The series was not initially perceived as an inevitable success. On the occasion of his 10th Anniversary in 2009, Brown Johnson, then Vice President of Animation at Nickelodeon, told NPR's Elizabeth Blair some of the first conversations on the channel.

"Some parts of the Nickelodeon business were of the type" Oh no. It will never succeed. It is a sponge. What is it? It is yellow. It's a bad color, "she said.

Now, the show has existed since 1999. It spawned two films – 2004 The SpongeBob SquarePants movie and 2015 The Bob movie sponge: a sponge out of the water – and a Broadway show.

And it has a deep global reach.

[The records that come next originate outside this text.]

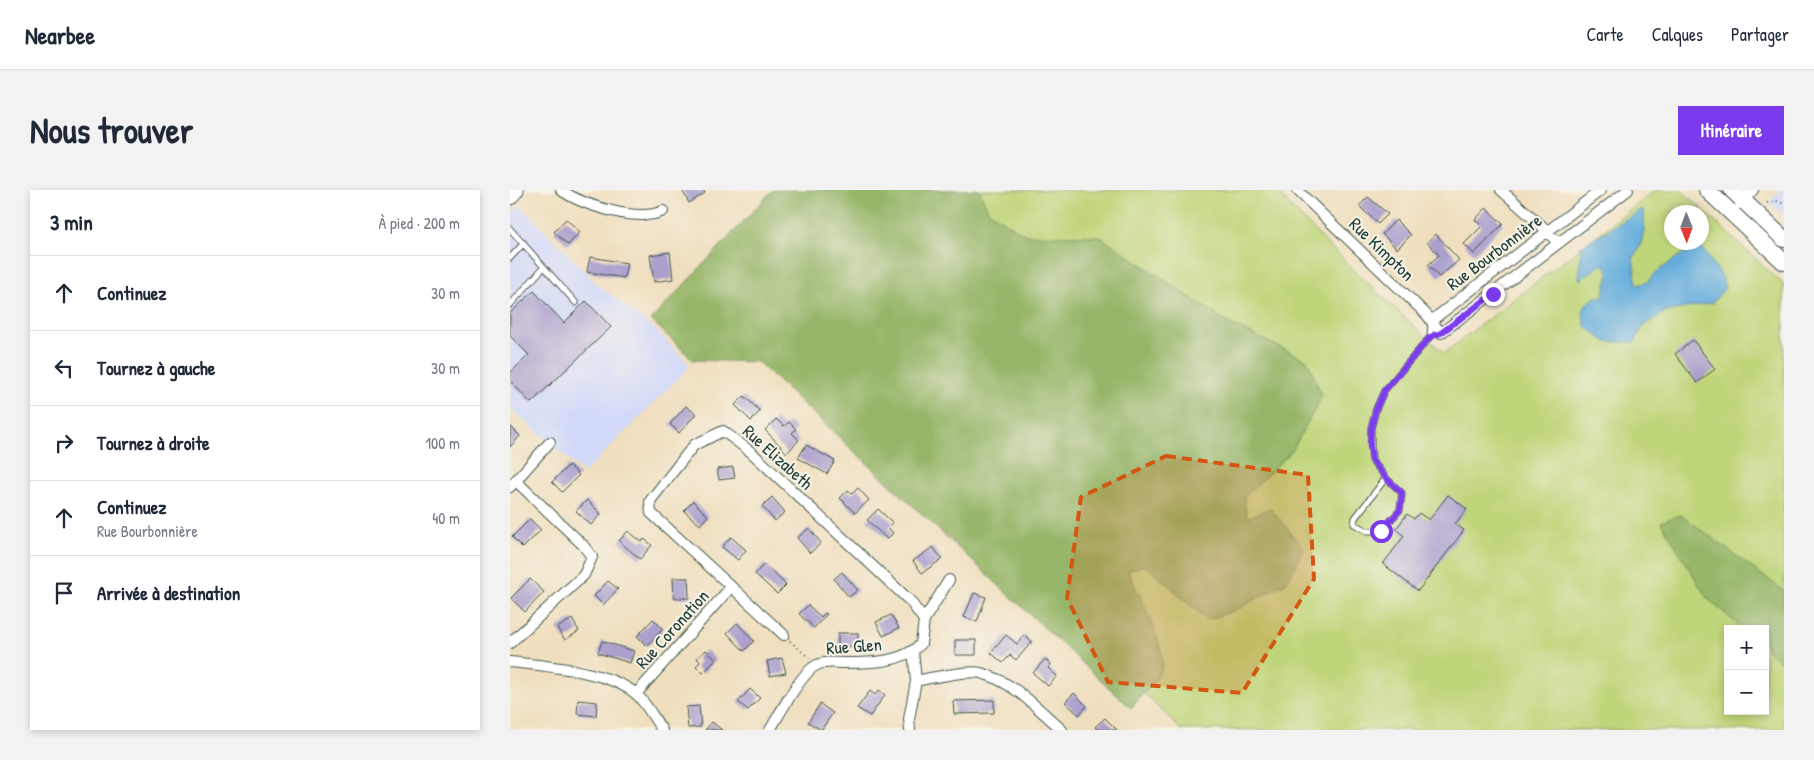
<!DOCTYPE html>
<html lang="fr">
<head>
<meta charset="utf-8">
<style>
	:root { --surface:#fff; --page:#f2f2f3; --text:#1f2937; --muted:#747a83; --line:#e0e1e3; --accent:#7c3aed }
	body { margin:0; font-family:"Patrick Hand",sans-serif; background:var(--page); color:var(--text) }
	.controls { position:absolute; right:15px; bottom:15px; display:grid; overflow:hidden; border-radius:0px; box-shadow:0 2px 8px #0003 }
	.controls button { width:45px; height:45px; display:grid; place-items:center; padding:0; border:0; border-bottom:1px solid var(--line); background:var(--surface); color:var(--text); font:25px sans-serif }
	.compass { position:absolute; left:1154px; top:15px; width:45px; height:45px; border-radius:50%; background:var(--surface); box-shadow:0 2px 8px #0003; rotate:179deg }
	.stop { position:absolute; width:15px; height:15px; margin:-11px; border:4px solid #7c3aed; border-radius:50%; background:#fff }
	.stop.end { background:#7c3aed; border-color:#fff; box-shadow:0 1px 5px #0008 }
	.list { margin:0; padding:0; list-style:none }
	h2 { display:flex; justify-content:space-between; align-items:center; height:65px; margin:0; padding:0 20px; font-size:21px }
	h2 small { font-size:16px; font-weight:400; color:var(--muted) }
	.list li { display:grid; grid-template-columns:32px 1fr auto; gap:15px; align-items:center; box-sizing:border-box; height:75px; padding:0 20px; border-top:1px solid var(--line) }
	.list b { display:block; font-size:19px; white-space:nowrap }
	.list p { margin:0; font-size:16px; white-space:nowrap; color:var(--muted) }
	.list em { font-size:16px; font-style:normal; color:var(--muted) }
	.icon { flex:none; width:28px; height:28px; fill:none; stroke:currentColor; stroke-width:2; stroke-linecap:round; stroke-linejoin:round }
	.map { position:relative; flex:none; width:1274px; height:540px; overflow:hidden; border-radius:0px }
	header { display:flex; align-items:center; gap:30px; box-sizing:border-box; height:70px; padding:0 25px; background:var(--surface); border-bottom:1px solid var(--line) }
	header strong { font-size:24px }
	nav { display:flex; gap:28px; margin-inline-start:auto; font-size:18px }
	.intro { display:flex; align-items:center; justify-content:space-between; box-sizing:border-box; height:120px; padding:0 30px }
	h1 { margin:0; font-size:35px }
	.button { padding:12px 22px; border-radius:0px; background:var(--accent); color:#fff; font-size:18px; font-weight:700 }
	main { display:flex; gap:30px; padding:0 30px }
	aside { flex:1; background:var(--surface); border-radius:0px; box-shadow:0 2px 8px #0003 }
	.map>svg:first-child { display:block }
	.built { fill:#d2d9f9 }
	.green { fill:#bfd579; stroke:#6f8956; fill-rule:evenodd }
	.forest { fill:#97b669; stroke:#5b7a4e }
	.water { fill:#65addc; stroke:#427588 }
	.building { fill:#aa9fcd }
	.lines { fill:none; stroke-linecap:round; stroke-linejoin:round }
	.service-casing { stroke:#3e5549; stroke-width:7 }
	.minor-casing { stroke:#3e5549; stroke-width:12 }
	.secondary-casing { stroke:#3e5549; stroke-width:17 }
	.primary-casing { stroke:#3e5549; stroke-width:18 }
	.path { stroke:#3e5549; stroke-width:2; stroke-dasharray:1 4; stroke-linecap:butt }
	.service { stroke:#fff; stroke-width:5 }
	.minor { stroke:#fff; stroke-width:10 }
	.secondary { stroke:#fff; stroke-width:15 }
	.primary { stroke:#fff; stroke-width:16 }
	.route { stroke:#7c3aed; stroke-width:6 }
	.marked { fill:#d45610; fill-opacity:0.2; stroke:#d45610; stroke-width:4; stroke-dasharray:10 6; stroke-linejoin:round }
	.labels { text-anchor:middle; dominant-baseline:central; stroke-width:4; stroke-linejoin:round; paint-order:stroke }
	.street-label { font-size:18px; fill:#1f3d34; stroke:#f7f3e8 }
</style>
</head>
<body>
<header>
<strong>Nearbee</strong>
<nav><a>Carte</a><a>Calques</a><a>Partager</a></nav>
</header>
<div class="intro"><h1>Nous trouver</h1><a class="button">Itinéraire</a></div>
<main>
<aside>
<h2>3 min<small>À pied · 200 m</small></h2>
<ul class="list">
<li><svg class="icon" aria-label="ahead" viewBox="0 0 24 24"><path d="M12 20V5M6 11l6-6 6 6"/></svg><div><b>Continuez</b></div><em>30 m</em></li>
<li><svg class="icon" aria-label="left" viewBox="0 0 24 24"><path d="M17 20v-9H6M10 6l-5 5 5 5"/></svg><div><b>Tournez à gauche</b></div><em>30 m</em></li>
<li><svg class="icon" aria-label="right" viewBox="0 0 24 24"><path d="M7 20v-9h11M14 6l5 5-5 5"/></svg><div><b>Tournez à droite</b></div><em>100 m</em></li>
<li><svg class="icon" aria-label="ahead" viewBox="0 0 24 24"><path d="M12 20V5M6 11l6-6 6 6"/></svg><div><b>Continuez</b><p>Rue Bourbonnière</p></div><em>40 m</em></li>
<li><svg class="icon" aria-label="arrive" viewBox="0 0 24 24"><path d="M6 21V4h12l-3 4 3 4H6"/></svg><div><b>Arrivée à destination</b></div></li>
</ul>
</aside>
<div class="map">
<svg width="1274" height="540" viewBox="0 0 1274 540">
	<rect width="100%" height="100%" fill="#f7f3e8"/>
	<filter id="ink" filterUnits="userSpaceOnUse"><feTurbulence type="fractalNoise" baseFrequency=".02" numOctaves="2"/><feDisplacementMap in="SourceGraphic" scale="10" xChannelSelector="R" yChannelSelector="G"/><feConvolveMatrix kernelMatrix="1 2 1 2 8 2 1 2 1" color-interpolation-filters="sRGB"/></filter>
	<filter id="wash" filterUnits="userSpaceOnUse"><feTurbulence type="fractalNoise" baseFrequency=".0096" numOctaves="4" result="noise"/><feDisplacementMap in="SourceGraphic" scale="20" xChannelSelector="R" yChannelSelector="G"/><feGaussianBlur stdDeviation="1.12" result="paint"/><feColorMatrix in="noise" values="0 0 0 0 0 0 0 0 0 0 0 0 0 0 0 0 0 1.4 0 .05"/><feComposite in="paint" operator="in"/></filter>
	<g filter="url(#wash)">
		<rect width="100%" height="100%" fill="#f0dfbf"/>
		<!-- built -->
		<path class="built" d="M1271,0h3v26l-15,-14z
			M9,15l77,78 62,49 32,34 -106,107 -74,-65v-193z"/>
		<!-- green -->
		<path class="green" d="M374,0h391c54,57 110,111 169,163l212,-163h25l103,95v445h-603l-117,-117zM1162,22h30v30h-30zM1218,439h37v82h-37z"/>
		<!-- forest -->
		<path class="forest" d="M263,0h206l10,22 36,23 74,1 131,88 77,36 15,36 -30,55 -48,46 3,21 23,-10 34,41 -17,33 -49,27 -31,11 -62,-55 -17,6c8,20 43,82 32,101 -7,13 -20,25 -29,36l-373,-346 -65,-2 -42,-40z
			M1171,325l103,76v74l-19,-17v-19h-22l-36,-31 -46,-76z"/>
		<!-- water -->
		<path class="water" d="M1133,19c4,15 0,37 -10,49l4,27 11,-3 6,-8 44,-31 24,33 3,12 -13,15 -47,9 -22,14 -8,16h-29l-21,-16 -2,-14 3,-8 10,-7 7,-1 6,-22 -5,-11 -25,17 2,-34z"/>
		<g id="blocks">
			<!-- building -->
			<path class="building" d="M172,0h21l2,3 -16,10z
				M858,7l20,17 -10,10 -19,-18z
				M976,18l17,16 -29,30 -10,-10 18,-18 -7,-6z
				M56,29l14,13 -12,13 -14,-13z
				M886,30l15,15 -14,14 -15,-15z
				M926,44l23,26 -20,17 -11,-12 11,-10 -12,-13z
				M160,62l3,27 -19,3 -4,-27z
				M80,67l37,6 -3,15 -37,-6z
				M24,101l30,32 22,-22 25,26 -80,76 -21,-22v-8l19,-18 -19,-19v-23z
				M1183,150l22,29 -18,14 -22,-29z
				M234,206l16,15 -9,10 -16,-16z
				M176,216l10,8 -17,19 -9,-9z
				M266,229l8,7 5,-4 7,7 -4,4 7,7 -12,13 -22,-23z
				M0,236l10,10 -10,11z
				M296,255l29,16 -8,13 -29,-16z
				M59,275l10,10 -17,17 -10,-10z
				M223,277l2,11 -16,2 -2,-11z
				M348,298l11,12 -14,13 -15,-15 8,-8 4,4z
				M938,305l19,14 -12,15 9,6 -46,61 -35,-27 21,-28 -8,-7 11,-15 7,5 5,-6 10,7z
				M262,307l13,15 -10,9 -13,-15z
				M77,310l14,14 -10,11 -15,-14z
				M183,311l15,15 -8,9 -16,-14z
				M368,319l15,14 -5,5 5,5 -6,6 -20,-19z
				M20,329l11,11 -18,18 -11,-11z
				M299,338l12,15 -11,10 -13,-15z
				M118,341l14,11 2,-3 8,6 -12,14 -21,-18z
				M221,347l15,13 -8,10 -16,-13z
				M423,357l9,12 -20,14 -9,-12z
				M254,374l22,21 -9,9 -22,-20z
				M332,382l16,18 -9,7 -15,-18z
				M163,388h15l1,20h-15z
				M20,389l14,13 -19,20 -14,-14z
				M98,391l10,8 -15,16 -9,-9z
				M464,403l12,4 -9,25 -13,-5z
				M298,415l13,12 4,-4 2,1 -13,14 -15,-14z
				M381,425l8,13 -16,8 -7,-14z
				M62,429l7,12 -14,9 -8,-12z
				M143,429l10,10 -16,17 -10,-10z
				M227,433l17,18 -10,10 -17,-18z
				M328,443h20v14l-20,1z
				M496,445l11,9 7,-9 8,7 -16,18 -6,-5 -7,8 -12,-10z
				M445,450h21v15h-21z
				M92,451l32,10 -4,12 -32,-10z
				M196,460l10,10 -13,13 -7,-7 4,-4 -3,-4z
				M272,468l4,15 -16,3 -3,-15z
				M535,469l6,6 -3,3 9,8 -9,10 -15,-13z
				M240,499l10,9 -12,12 -10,-8z
				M369,500l6,5 -15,21 -13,-8 13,-17 5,4z
				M564,503l13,13 -8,9 -14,-13z
				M68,510l19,2 -1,14 -19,-2z
				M484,510v13l-40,1 -1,-13z
				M310,514l13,9 -12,17 -13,-8z
				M189,516l2,21 -13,1 -2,-21z
				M595,528l12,12h-19l-3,-3z
				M202,532l10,8h-17z"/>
		</g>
	</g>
	<g filter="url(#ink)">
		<use href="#blocks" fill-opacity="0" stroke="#3e5549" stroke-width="1"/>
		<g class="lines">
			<!-- service casing -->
			<g class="service-casing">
				<path id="service" d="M0,39l66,74
					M0,68l14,-15
					M0,115l33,-37
					M876,288l-31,40 -1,6 13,7h14l19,-21 2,-17 -16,-15 -14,-18 -1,-15v-17l5,-19 8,-18 46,-54 1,-15"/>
			</g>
			<!-- minor casing -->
			<g class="minor-casing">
				<path id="minor" d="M51,0c21,15 77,33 102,21
					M787,0l129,124 15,19 187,-143
					M991,0l42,37 15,16
					M1230,14l13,-14
					M921,131l170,-131
					M0,297l40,-45
					M414,430l25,-40
					M0,453l74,-68 8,-18 -9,-12 -67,-64
					M0,472c36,4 96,8 125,31 10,8 20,27 27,37
					M406,491c13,-3 54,-11 65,-8 33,9 56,35 81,57
					M126,504l95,-107
					M260,540c9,-15 32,-59 47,-65 8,-4 19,-2 27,-2 27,0 57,0 77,-19l3,-24 -14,-19 -159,-149 -28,-21 -29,14 -44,56 1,12 133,122
					M400,540l-1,-11 7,-38 -3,-30"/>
			</g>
			<!-- secondary casing -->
			<g class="secondary-casing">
				<path id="secondary" d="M0,7l6,-7"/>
			</g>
			<!-- primary casing -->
			<g class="primary-casing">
				<path id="primary" d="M1197,0l77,72
					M1222,0l52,49"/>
			</g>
			<!-- path -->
			<path class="path" d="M1257,13l9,-2 8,3
				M280,451l19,17"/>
			<!-- service -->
			<use href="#service" class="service"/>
			<!-- minor -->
			<use href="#minor" class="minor"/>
			<!-- secondary -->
			<use href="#secondary" class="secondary"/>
			<!-- primary -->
			<use href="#primary" class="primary"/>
		</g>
	</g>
	<g class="lines" filter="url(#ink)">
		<!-- route -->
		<path class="route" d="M871,341l19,-21 2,-17 -16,-15 -14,-18 -2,-15 1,-17 5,-19 8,-18 46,-54 11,-4 52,-39"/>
	</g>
	<!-- marked area -->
	<path class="marked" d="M656,266l142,19 6,104 -72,114 -134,-11 -41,-84 14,-101z"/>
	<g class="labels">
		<!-- street labels -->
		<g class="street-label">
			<text transform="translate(872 59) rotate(44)">Rue Kimpton</text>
			<text transform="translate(984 62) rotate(-37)">Rue Bourbonnière</text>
			<text transform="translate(268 267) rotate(42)">Rue Elizabeth</text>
			<text transform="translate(162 439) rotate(-48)">Rue Coronation</text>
			<text transform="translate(344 456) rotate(-4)">Rue Glen</text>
		</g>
	</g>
</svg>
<div class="controls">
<button>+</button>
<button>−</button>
</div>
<svg class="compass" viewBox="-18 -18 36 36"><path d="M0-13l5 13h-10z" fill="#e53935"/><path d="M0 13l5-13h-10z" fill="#747a83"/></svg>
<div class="stop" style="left:871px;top:341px"></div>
<div class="stop end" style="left:983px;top:104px"></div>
</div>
</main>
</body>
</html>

According to Nickelodeon, it has been translated into more than 60 languages. Images of the smiling yellow sponge are seen worldwide.

In an interview with Fresh Air in 2004, Tom Kenny, SpongeBob's long-time voice, describes Hillenburg's dynamic studio style.

"Hillenburg is definitely the big kahuna and, very often, he just has all the vocal nuances and wink and contractions planned at the nanosecond in his mind." And at other times he will simply take you off and leave, "You know, I do not know where it's going. Take it where you feel funny, "Kenny said.

As he said, some days of work on the show were like maths – other days, jazz.

Earlier this year, Kenny paid homage to Hillenburg while handing him a prize at the Daytime Emmy Awards. He praised the broad and enduring appeal of the series: "I fell in love immediately and it seems like other people have also done it."